Problem description: When the listing has been read, print it out again in full, word for word.

==== Records supplied

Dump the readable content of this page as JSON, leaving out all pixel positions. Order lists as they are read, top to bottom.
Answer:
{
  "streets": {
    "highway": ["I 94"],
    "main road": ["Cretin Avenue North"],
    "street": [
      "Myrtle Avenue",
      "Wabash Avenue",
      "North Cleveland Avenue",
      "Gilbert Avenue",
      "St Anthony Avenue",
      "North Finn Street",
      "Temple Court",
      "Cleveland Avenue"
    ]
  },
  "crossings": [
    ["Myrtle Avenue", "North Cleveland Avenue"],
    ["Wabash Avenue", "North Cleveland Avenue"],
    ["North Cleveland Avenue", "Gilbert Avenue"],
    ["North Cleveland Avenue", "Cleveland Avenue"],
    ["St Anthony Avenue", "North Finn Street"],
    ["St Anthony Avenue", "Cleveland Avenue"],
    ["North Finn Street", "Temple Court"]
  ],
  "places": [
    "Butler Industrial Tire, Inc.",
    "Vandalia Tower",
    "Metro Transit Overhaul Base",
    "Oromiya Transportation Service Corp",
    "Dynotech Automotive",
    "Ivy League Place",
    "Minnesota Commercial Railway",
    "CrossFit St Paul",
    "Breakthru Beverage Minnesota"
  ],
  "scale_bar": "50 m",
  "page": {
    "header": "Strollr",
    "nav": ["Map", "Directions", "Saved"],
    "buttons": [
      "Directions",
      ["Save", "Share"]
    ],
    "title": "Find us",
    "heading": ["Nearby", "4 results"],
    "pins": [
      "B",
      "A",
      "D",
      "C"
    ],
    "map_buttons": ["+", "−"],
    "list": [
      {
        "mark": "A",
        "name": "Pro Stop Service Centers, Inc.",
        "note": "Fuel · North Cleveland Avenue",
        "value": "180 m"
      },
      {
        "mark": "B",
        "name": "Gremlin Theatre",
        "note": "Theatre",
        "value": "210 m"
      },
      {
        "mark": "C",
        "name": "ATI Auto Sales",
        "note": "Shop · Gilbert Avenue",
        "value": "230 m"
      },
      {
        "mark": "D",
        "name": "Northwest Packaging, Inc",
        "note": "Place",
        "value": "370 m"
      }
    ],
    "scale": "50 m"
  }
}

========

Answer for the task:
Dump the readable content of this page as JSON, leaving out all pixel positions. Order lists as they are read, top to bottom.
Answer:
{
  "streets": {
    "highway": ["I 94"],
    "main road": ["Cretin Avenue North"],
    "street": [
      "Myrtle Avenue",
      "Wabash Avenue",
      "North Cleveland Avenue",
      "Gilbert Avenue",
      "St Anthony Avenue",
      "North Finn Street",
      "Temple Court",
      "Cleveland Avenue"
    ]
  },
  "crossings": [
    ["Myrtle Avenue", "North Cleveland Avenue"],
    ["Wabash Avenue", "North Cleveland Avenue"],
    ["North Cleveland Avenue", "Gilbert Avenue"],
    ["North Cleveland Avenue", "Cleveland Avenue"],
    ["St Anthony Avenue", "North Finn Street"],
    ["St Anthony Avenue", "Cleveland Avenue"],
    ["North Finn Street", "Temple Court"]
  ],
  "places": [
    "Butler Industrial Tire, Inc.",
    "Vandalia Tower",
    "Metro Transit Overhaul Base",
    "Oromiya Transportation Service Corp",
    "Dynotech Automotive",
    "Ivy League Place",
    "Minnesota Commercial Railway",
    "CrossFit St Paul",
    "Breakthru Beverage Minnesota"
  ],
  "scale_bar": "50 m",
  "page": {
    "header": "Strollr",
    "nav": ["Map", "Directions", "Saved"],
    "buttons": [
      "Directions",
      ["Save", "Share"]
    ],
    "title": "Find us",
    "heading": ["Nearby", "4 results"],
    "pins": [
      "B",
      "A",
      "D",
      "C"
    ],
    "map_buttons": ["+", "−"],
    "list": [
      {
        "mark": "A",
        "name": "Pro Stop Service Centers, Inc.",
        "note": "Fuel · North Cleveland Avenue",
        "value": "180 m"
      },
      {
        "mark": "B",
        "name": "Gremlin Theatre",
        "note": "Theatre",
        "value": "210 m"
      },
      {
        "mark": "C",
        "name": "ATI Auto Sales",
        "note": "Shop · Gilbert Avenue",
        "value": "230 m"
      },
      {
        "mark": "D",
        "name": "Northwest Packaging, Inc",
        "note": "Place",
        "value": "370 m"
      }
    ],
    "scale": "50 m"
  }
}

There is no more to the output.